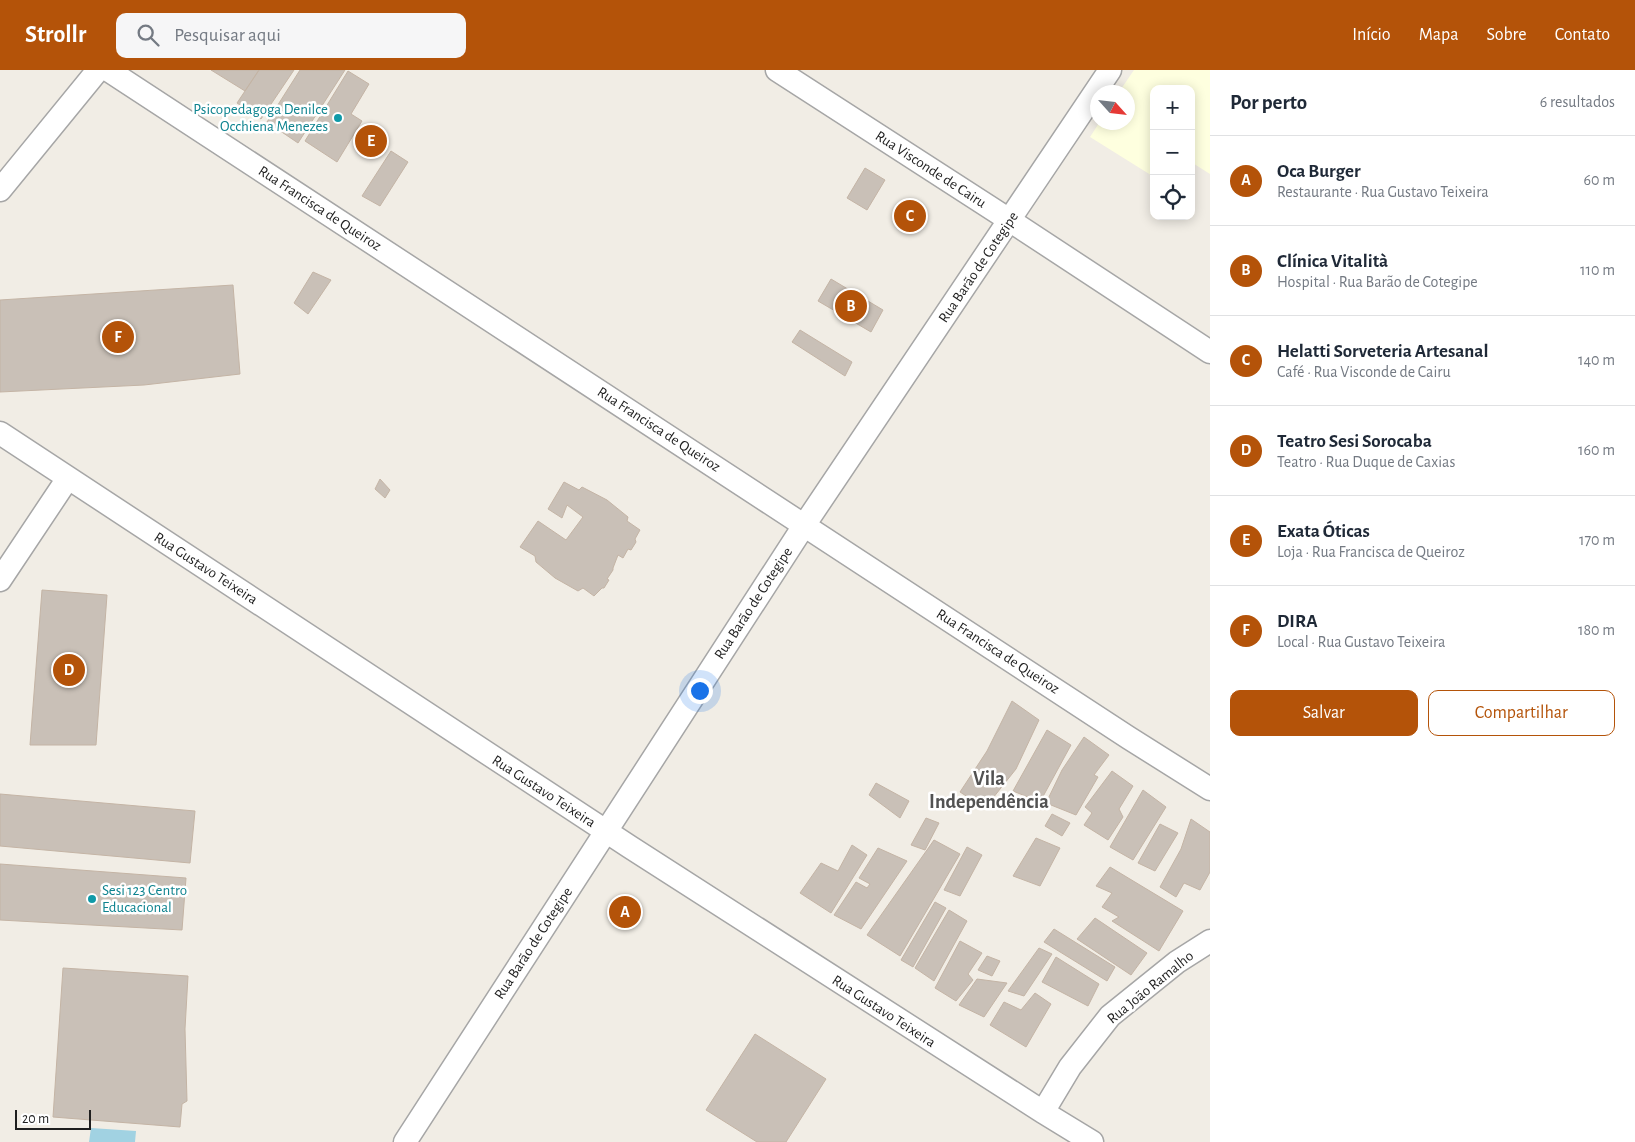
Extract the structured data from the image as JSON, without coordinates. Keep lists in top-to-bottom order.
{
  "streets": {
    "street": [
      "Rua Visconde de Cairu",
      "Rua Francisca de Queiroz",
      "Rua Barão de Cotegipe",
      "Rua Gustavo Teixeira",
      "Rua João Ramalho"
    ]
  },
  "crossings": [
    ["Rua Visconde de Cairu", "Rua Barão de Cotegipe"],
    ["Rua Francisca de Queiroz", "Rua Barão de Cotegipe"],
    ["Rua Barão de Cotegipe", "Rua Gustavo Teixeira"],
    ["Rua Gustavo Teixeira", "Rua João Ramalho"]
  ],
  "districts": ["Vila Independência"],
  "places": ["Psicopedagoga Denilce Occhiena Menezes", "Sesi 123 Centro Educacional"],
  "scale_bar": "20 m",
  "north": "bottom right",
  "page": {
    "header": "Strollr",
    "search": "Pesquisar aqui",
    "nav": [
      "Início",
      "Mapa",
      "Sobre",
      "Contato"
    ],
    "heading": ["Por perto", "6 resultados"],
    "map_buttons": ["+", "−"],
    "pins": [
      "E",
      "C",
      "B",
      "F",
      "D",
      "A"
    ],
    "list": [
      {
        "mark": "A",
        "name": "Oca Burger",
        "note": "Restaurante · Rua Gustavo Teixeira",
        "value": "60 m"
      },
      {
        "mark": "B",
        "name": "Clínica Vitalità",
        "note": "Hospital · Rua Barão de Cotegipe",
        "value": "110 m"
      },
      {
        "mark": "C",
        "name": "Helatti Sorveteria Artesanal",
        "note": "Café · Rua Visconde de Cairu",
        "value": "140 m"
      },
      {
        "mark": "D",
        "name": "Teatro Sesi Sorocaba",
        "note": "Teatro · Rua Duque de Caxias",
        "value": "160 m"
      },
      {
        "mark": "E",
        "name": "Exata Óticas",
        "note": "Loja · Rua Francisca de Queiroz",
        "value": "170 m"
      },
      {
        "mark": "F",
        "name": "DIRA",
        "note": "Local · Rua Gustavo Teixeira",
        "value": "180 m"
      }
    ],
    "buttons": ["Salvar", "Compartilhar"],
    "scale": "20 m"
  }
}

The task >> Copy out the records exactly. Do not include the pictures.

Task answer >>
Extract the structured data from the image as JSON, without coordinates. Keep lists in top-to-bottom order.
{
  "streets": {
    "street": [
      "Rua Visconde de Cairu",
      "Rua Francisca de Queiroz",
      "Rua Barão de Cotegipe",
      "Rua Gustavo Teixeira",
      "Rua João Ramalho"
    ]
  },
  "crossings": [
    ["Rua Visconde de Cairu", "Rua Barão de Cotegipe"],
    ["Rua Francisca de Queiroz", "Rua Barão de Cotegipe"],
    ["Rua Barão de Cotegipe", "Rua Gustavo Teixeira"],
    ["Rua Gustavo Teixeira", "Rua João Ramalho"]
  ],
  "districts": ["Vila Independência"],
  "places": ["Psicopedagoga Denilce Occhiena Menezes", "Sesi 123 Centro Educacional"],
  "scale_bar": "20 m",
  "north": "bottom right",
  "page": {
    "header": "Strollr",
    "search": "Pesquisar aqui",
    "nav": [
      "Início",
      "Mapa",
      "Sobre",
      "Contato"
    ],
    "heading": ["Por perto", "6 resultados"],
    "map_buttons": ["+", "−"],
    "pins": [
      "E",
      "C",
      "B",
      "F",
      "D",
      "A"
    ],
    "list": [
      {
        "mark": "A",
        "name": "Oca Burger",
        "note": "Restaurante · Rua Gustavo Teixeira",
        "value": "60 m"
      },
      {
        "mark": "B",
        "name": "Clínica Vitalità",
        "note": "Hospital · Rua Barão de Cotegipe",
        "value": "110 m"
      },
      {
        "mark": "C",
        "name": "Helatti Sorveteria Artesanal",
        "note": "Café · Rua Visconde de Cairu",
        "value": "140 m"
      },
      {
        "mark": "D",
        "name": "Teatro Sesi Sorocaba",
        "note": "Teatro · Rua Duque de Caxias",
        "value": "160 m"
      },
      {
        "mark": "E",
        "name": "Exata Óticas",
        "note": "Loja · Rua Francisca de Queiroz",
        "value": "170 m"
      },
      {
        "mark": "F",
        "name": "DIRA",
        "note": "Local · Rua Gustavo Teixeira",
        "value": "180 m"
      }
    ],
    "buttons": ["Salvar", "Compartilhar"],
    "scale": "20 m"
  }
}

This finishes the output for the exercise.